The Interior Minister, Joan Ignasi Elena, and the mayor of Calella, Marc Buch, have ironed out the differences evident in recent weeks and after the Local Security Board this Thursday both have appeared together – it was not planned to be like this – to reaffirm the need to strengthen institutional cooperation between the Department and the City Council.
Elena has asked to put aside “sterile debates” to emphasize the search for solutions, while Buch demanded that the reinforcement of agents take place soon so as not to have to “raise our voice” again. However, the mayor admits that the joint operations of recent weeks have already borne fruit, with a drop in criminal acts this January: “We are on the path to a solution.”
An hour later than expected – the Local Security Board has been extended due to the participation of opposition political groups in the City Hall – Elena and Buch finally appeared together. The decision was made at the last minute, since initially the Interior had in mind that the minister would evaluate the meeting in a later appearance.
Although in the subsequent moments of the Board they have avoided informal contact, the presence of both on the same stage has served to make visible the change in relations between both administrations, after tense weeks of crossed accusations between the mayor and the councilor.
“It has gone well. We have talked about security from a global perspective,” the councilor began by saying, reaffirming his commitment to the residents of Calella. Elena also recalled, in an intervention with practically no police data, that security is not managed with “big statements or proclamations” and she asks to talk about it “overcoming confrontations.”
Elena has also refused to enter into the debate on the expulsion or non-expulsion of repeat offenders of foreign origin and affirms that security must be treated from the data of the criminal acts and not from the origin of the people who commit them. Nor has the mayor mentioned this controversy again.
Regarding solutions, the councilor explains that “each municipality is a world” and that it is the operatives who analyze the particularities of each one to put emphasis on those priority issues. In this sense, Elena insists, as she already said last week at the Maresme Regional Council, that multiple recidivism also has a legal and legislative dimension.
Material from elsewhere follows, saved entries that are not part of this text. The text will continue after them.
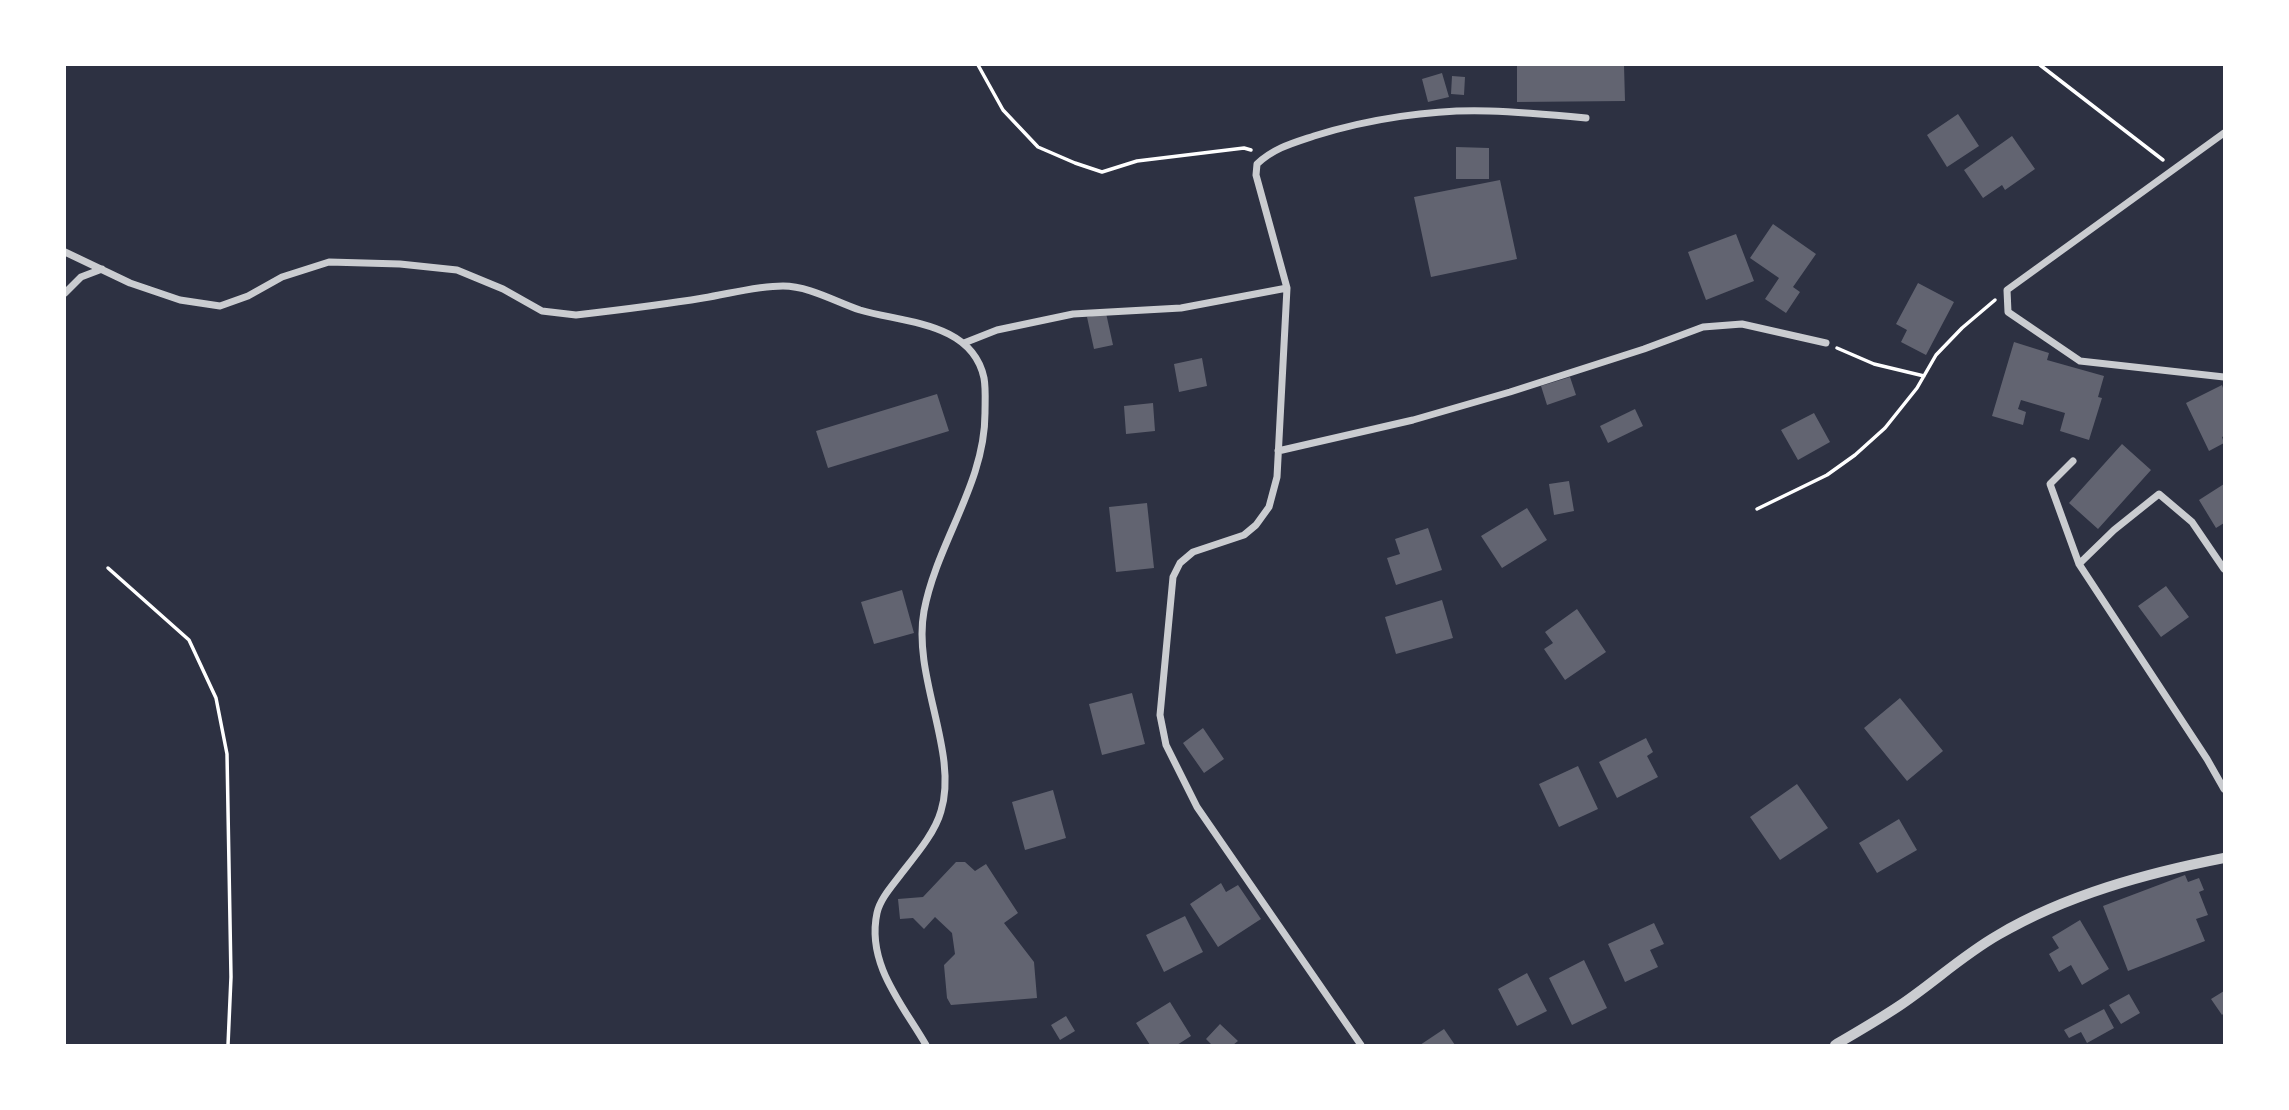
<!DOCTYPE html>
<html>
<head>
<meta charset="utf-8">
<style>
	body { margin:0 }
	#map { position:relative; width:2289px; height:1110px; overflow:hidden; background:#2d3142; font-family:Georgia,serif }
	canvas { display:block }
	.frame { position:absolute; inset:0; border:66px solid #fff; pointer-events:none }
</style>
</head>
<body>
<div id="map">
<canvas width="2289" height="1110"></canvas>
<div class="frame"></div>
</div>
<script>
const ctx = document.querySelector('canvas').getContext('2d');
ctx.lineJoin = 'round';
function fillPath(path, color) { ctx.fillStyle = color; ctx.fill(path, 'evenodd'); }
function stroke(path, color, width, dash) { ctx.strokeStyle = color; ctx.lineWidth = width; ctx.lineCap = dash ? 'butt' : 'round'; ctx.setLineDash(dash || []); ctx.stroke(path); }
fillPath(new Path2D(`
	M 1517,65 L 1624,65 L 1625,101 L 1517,102 Z
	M 1442,73 L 1449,97 L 1428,102 L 1422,79 Z
	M 1452,76 L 1465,77 L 1464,95 L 1451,94 Z
	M 1958,114 L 1979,146 L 1947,167 L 1927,135 Z
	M 2012,136 L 2035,169 L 2005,190 L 2002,185 L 1983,198 L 1964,170 Z
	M 1456,147 L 1489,148 L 1489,179 L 1456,179 Z
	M 1500,180 L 1517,259 L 1431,277 L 1414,197 Z
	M 1773,224 L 1816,254 L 1793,287 L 1800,292 L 1786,313 L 1765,299 L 1779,278 L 1750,258 Z
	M 1736,234 L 1754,281 L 1706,300 L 1688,252 Z
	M 1918,283 L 1954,302 L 1926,355 L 1901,342 L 1907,330 L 1896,324 Z
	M 1106,313 L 1113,345 L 1094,349 L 1087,317 Z
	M 2014,342 L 2049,353 L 2047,360 L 2104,376 L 2098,397 L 2102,398 L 2089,440 L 2060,431 L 2065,413 L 2021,400 L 2018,409 L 2026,412 L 2023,425 L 1992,416 Z
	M 1202,358 L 1207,386 L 1179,392 L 1174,364 Z
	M 1570,377 L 1576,395 L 1547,405 L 1541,386 Z
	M 2222,385 L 2224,391 L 2224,436 L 2222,437 L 2224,443 L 2209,451 L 2186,403 Z
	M 937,394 L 949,431 L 828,468 L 816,431 Z
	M 1153,403 L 1155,431 L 1126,434 L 1124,406 Z
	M 1635,409 L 1643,426 L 1608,443 L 1600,426 Z
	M 1814,413 L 1830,442 L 1798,460 L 1781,430 Z
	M 2122,444 L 2151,470 L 2098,529 L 2069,503 Z
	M 1569,481 L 1574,511 L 1554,515 L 1549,484 Z
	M 2224,484 L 2224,523 L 2216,528 L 2199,500 Z
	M 1147,503 L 1154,568 L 1116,572 L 1109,507 Z
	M 1527,508 L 1547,540 L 1502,568 L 1481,536 Z
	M 1428,528 L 1442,570 L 1396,585 L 1387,558 L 1400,554 L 1395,539 Z
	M 2166,586 L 2189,617 L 2161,637 L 2138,606 Z
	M 902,590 L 914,633 L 874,644 L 861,602 Z
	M 1442,600 L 1453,638 L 1396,654 L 1385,617 Z
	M 1577,609 L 1606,652 L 1565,680 L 1544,649 L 1553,643 L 1545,632 Z
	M 1132,693 L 1145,744 L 1102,755 L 1089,704 Z
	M 1900,698 L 1943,751 L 1907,781 L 1864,728 Z
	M 1203,728 L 1224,759 L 1204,773 L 1183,743 Z
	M 1646,738 L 1653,752 L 1647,756 L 1658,777 L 1617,798 L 1599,762 Z
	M 1578,766 L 1598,809 L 1559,827 L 1539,784 Z
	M 1797,784 L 1828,828 L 1780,860 L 1750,817 Z
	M 1053,790 L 1066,838 L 1025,850 L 1012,802 Z
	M 1899,819 L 1917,850 L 1877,873 L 1859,843 Z
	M 956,862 L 965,862 L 975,871 L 986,864 L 1018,913 L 1004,923 L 1034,962 L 1037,998 L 951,1005 L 947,998 L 944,965 L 955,954 L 952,933 L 935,917 L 924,929 L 913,918 L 900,919 L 898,899 L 923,897 Z
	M 2185,875 L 2188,882 L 2199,878 L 2204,890 L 2199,892 L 2208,915 L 2196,919 L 2205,941 L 2128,971 L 2103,906 Z
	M 1221,883 L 1226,892 L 1238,885 L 1261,919 L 1218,947 L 1190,904 Z
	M 1185,916 L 1203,952 L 1164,972 L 1146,935 Z
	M 2080,920 L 2109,969 L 2082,985 L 2071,965 L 2059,972 L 2049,954 L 2059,948 L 2052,937 Z
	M 1654,923 L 1664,944 L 1650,950 L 1658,967 L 1625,982 L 1608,944 Z
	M 1584,960 L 1607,1008 L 1572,1025 L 1549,978 Z
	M 1527,973 L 1547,1011 L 1517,1026 L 1498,989 Z
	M 2224,991 L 2224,1013 L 2222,1015 L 2211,999 Z
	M 2129,994 L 2140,1013 L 2121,1024 L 2109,1005 Z
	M 1170,1002 L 1191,1036 L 1177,1045 L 1150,1045 L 1136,1023 Z
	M 2104,1009 L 2114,1028 L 2087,1043 L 2081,1032 L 2069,1038 L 2064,1030 Z
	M 1066,1016 L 1075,1031 L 1060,1040 L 1051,1025 Z
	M 1220,1024 L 1238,1041 L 1233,1045 L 1212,1045 L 1206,1039 Z
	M 1444,1029 L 1455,1045 L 1420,1045 Z`), '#626471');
stroke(new Path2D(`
	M 978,65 L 1003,110 L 1038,147 L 1075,163 L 1102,172 L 1137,161 L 1244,148 L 1251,150
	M 2040,65 L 2163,160
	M 1837,348 L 1874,364 L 1924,376
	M 1757,509 L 1827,475 L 1855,455 L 1885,428 L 1917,388 L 1936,355 L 1962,328 L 1995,300
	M 108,568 L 189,640 L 216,698 L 227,754 L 231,977 L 228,1045`), '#fff', 3.5);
stroke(new Path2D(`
	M 2224,133 L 2007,290 L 2008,312 L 2080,361 L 2224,377
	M 65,252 L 130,283 L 180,300 L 220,306 L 248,296 L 282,277 L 329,262 L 400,264 L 457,270 L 503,289 L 542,311 L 576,315 C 619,310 661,305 703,298 C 729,294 756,286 783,286 C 809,286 836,302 860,310 C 904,323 972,322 984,378 C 986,389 985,402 985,413 C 985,484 937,542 924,611 C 912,677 959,752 941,811 C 935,833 915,856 901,874 C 892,886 880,899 877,913 C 866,964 903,1005 926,1045
	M 65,293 L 81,277 L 102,269
	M 964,343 L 997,330 L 1073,314 L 1181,308 L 1287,288
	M 1278,451 L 1413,420 L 1510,392 L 1644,349 L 1703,327 L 1742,324 L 1826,343
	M 2073,461 L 2050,484 L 2079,564 L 2207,759 L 2224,789
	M 2079,564 L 2114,530 L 2159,494 L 2192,522 L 2224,569
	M 1361,1045 L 1197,807 L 1166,745 L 1160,715 L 1173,577 L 1180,563 L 1193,552 L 1244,535 L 1256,525 L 1269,507 L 1277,477 L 1287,288 L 1256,175 L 1257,164 C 1274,148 1293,143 1314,136 C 1368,119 1433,109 1489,111 C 1521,112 1554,115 1586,118`), '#caccd0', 7);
stroke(new Path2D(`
	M 1835,1045 C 1857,1032 1878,1020 1899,1006 C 1932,984 1963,955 1998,935 C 2066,895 2147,873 2224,858`), '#caccd0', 10);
</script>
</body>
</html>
The mayor of Calella, Marc Buch, agrees with the diagnosis, calling for a decisive investment in the technical and human resources of the administration of justice and for the laws to be changed so that the fight against repeat offenders is truly effective, once that they are detained by the police.
Despite everything, Buch took advantage of his appearance to remember that it was necessary to “raise his voice” to capture the attention of the top officials of the Department of the Interior and hopes that after the commitments adopted this Thursday this will not have to happen again. “We have made a commitment to institutional cooperation,” she says.
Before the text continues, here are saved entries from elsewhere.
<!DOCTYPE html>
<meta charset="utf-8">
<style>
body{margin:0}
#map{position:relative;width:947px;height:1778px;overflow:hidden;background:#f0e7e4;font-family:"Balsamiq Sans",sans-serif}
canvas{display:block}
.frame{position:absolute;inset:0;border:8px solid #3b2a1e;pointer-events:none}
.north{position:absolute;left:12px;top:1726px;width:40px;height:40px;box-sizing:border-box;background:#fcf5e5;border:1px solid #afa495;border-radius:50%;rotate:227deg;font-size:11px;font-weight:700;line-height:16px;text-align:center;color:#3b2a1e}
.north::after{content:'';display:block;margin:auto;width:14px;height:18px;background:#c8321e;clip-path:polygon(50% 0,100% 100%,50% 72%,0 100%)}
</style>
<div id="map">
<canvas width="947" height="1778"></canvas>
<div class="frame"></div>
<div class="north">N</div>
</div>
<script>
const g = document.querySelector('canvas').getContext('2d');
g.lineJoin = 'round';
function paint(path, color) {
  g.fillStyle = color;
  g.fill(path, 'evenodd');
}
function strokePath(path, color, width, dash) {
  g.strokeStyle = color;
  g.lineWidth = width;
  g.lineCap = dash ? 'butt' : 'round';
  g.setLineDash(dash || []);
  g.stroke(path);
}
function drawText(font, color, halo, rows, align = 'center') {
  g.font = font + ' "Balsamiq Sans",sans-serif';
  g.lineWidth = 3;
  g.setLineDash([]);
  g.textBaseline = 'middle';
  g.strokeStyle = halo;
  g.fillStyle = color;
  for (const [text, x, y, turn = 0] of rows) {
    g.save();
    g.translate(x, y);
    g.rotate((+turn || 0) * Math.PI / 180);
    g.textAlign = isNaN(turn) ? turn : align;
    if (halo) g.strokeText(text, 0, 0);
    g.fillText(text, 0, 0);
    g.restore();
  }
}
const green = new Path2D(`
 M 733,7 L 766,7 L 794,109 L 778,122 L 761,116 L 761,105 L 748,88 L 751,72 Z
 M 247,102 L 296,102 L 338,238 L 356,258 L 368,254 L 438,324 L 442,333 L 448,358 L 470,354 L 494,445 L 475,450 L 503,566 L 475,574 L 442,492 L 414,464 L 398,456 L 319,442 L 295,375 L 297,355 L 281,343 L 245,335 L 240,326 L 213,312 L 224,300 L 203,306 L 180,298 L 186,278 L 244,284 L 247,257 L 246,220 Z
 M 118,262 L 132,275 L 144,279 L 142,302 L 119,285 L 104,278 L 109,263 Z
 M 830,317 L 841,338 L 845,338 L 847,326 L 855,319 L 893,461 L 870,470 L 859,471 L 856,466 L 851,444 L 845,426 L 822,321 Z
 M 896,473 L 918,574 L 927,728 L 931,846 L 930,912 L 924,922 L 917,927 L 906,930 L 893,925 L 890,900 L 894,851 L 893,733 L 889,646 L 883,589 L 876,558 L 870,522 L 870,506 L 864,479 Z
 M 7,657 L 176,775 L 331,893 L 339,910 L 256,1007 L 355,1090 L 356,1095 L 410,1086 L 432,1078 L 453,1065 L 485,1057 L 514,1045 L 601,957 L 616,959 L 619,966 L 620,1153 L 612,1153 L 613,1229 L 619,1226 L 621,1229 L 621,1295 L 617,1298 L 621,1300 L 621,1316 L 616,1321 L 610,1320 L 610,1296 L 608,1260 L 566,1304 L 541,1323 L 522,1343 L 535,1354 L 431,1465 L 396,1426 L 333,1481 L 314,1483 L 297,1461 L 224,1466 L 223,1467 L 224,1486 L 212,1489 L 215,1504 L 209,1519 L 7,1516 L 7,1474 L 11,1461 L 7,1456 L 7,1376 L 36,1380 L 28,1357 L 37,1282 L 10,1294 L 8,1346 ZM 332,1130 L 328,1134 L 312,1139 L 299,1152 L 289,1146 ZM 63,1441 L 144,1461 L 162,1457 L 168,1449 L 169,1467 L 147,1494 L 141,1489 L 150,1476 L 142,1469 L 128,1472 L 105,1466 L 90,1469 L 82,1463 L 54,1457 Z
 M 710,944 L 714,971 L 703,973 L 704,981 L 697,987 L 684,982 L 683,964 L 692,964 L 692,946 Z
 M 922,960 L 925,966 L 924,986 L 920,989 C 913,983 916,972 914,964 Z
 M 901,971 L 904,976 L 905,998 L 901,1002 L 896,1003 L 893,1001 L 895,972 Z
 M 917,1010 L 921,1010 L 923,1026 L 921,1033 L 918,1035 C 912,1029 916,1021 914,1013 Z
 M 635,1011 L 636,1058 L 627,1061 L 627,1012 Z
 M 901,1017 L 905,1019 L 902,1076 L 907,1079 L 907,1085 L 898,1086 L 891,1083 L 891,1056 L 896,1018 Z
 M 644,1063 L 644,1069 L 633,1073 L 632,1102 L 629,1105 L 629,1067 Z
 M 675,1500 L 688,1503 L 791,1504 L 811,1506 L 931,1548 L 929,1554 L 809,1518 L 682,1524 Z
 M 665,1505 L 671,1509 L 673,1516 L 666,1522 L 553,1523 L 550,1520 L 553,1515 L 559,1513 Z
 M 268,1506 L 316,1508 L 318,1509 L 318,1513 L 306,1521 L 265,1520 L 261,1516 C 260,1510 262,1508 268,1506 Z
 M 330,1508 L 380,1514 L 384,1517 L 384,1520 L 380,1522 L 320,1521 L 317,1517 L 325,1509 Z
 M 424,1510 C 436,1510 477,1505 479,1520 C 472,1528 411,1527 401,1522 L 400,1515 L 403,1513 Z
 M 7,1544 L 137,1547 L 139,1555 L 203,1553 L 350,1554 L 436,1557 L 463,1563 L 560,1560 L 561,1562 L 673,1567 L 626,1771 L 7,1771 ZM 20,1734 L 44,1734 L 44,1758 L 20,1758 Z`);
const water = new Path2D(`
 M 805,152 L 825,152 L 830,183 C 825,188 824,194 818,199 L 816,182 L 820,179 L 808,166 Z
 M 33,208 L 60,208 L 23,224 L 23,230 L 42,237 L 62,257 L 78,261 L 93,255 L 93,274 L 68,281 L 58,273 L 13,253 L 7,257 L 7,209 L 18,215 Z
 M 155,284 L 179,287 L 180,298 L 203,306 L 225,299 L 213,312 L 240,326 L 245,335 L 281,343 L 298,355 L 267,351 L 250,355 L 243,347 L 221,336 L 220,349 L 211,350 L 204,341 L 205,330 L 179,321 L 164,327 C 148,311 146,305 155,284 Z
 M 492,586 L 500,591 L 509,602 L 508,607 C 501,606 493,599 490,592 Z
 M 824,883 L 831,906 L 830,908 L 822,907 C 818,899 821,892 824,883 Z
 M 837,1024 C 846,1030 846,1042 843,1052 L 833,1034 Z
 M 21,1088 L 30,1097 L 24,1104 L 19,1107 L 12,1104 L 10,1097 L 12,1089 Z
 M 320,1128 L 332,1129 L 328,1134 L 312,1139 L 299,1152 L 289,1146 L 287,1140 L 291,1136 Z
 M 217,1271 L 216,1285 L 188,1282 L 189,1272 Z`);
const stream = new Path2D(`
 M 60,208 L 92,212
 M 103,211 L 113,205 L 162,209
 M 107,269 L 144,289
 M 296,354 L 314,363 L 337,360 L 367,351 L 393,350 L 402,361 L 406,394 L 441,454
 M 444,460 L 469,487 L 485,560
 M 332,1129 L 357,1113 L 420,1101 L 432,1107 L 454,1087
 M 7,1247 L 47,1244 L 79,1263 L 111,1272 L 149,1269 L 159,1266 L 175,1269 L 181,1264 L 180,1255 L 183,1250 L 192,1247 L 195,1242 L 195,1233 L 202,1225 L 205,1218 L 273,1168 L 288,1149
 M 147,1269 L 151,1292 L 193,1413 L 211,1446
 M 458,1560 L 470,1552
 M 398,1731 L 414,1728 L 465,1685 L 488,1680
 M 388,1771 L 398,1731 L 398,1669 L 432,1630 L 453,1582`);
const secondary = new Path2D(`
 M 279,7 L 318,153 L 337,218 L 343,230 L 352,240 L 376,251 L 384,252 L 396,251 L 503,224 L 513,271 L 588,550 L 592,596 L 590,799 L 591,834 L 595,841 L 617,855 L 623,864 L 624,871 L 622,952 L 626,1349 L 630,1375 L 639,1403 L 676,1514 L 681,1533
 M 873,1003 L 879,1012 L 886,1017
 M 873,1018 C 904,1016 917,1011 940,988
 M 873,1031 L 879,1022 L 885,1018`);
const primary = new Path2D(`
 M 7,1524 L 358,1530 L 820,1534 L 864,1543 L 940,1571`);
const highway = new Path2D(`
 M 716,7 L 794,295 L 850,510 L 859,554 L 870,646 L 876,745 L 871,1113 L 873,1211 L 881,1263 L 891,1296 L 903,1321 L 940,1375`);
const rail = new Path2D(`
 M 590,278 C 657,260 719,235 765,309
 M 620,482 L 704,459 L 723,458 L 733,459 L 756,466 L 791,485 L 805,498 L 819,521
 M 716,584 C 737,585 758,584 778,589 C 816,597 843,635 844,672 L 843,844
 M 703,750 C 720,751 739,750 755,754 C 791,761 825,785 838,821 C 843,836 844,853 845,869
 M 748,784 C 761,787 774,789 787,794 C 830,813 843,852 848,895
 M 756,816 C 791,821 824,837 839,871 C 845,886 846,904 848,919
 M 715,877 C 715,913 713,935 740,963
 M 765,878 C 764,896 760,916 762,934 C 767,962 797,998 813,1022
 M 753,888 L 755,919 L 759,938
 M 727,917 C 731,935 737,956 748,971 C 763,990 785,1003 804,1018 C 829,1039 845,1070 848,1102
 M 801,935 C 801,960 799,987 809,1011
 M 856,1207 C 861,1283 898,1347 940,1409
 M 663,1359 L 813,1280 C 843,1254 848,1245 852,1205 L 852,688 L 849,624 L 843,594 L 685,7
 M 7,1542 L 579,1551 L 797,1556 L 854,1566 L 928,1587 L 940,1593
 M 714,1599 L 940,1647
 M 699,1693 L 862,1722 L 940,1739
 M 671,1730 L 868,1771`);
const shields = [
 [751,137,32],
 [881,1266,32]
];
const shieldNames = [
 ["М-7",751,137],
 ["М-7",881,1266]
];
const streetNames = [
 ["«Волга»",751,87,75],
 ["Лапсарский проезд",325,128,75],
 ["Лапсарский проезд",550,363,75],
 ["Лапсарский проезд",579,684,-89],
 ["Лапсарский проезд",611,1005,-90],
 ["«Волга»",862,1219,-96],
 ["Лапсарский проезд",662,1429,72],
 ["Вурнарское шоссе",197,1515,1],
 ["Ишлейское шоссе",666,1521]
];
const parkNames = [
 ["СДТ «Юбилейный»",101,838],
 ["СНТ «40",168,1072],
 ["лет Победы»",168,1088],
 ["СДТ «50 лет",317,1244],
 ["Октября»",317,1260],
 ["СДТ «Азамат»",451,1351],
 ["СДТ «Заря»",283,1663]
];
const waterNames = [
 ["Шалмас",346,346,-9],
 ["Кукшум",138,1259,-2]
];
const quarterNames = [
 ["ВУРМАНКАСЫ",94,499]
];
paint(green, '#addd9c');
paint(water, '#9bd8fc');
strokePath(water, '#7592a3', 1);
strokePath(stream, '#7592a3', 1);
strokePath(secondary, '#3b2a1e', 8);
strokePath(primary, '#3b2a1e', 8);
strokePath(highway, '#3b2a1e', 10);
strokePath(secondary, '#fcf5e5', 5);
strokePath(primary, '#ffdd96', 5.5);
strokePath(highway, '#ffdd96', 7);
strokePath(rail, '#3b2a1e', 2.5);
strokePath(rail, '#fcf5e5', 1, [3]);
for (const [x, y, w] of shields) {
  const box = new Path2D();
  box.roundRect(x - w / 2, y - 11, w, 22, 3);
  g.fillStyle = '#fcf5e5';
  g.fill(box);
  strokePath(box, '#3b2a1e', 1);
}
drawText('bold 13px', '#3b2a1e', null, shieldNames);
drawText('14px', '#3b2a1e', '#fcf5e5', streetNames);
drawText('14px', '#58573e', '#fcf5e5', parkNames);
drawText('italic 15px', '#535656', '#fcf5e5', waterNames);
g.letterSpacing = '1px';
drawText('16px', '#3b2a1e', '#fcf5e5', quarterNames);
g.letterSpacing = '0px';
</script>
In this sense, the mayor of Calella highlights that criminal acts have increased in the municipality by 21.7% in the last year, with an increase in thefts of 34% and violent acts of 7%. As a whole, crime data in Calella is 60% higher than the Catalan average and 86% higher than in Maresme as a whole.
However, the City Council admits that police collaboration is beginning to bear fruit, thanks to a special device that in recent weeks has made it possible to arrest eight of the eleven repeat offenders who were active in the municipality, all of them young people who had been released from custody. 18 years were left out of the social circuit. “We are on the path to a solution,” says the mayor.
Despite everything, Buch says that we still cannot let our guard down, even though crime incidents have already begun to decrease this January. The mayor demands more Mossos destined for Alt Maresme or that the deployment of special devices by the Catalan police be more common than until now.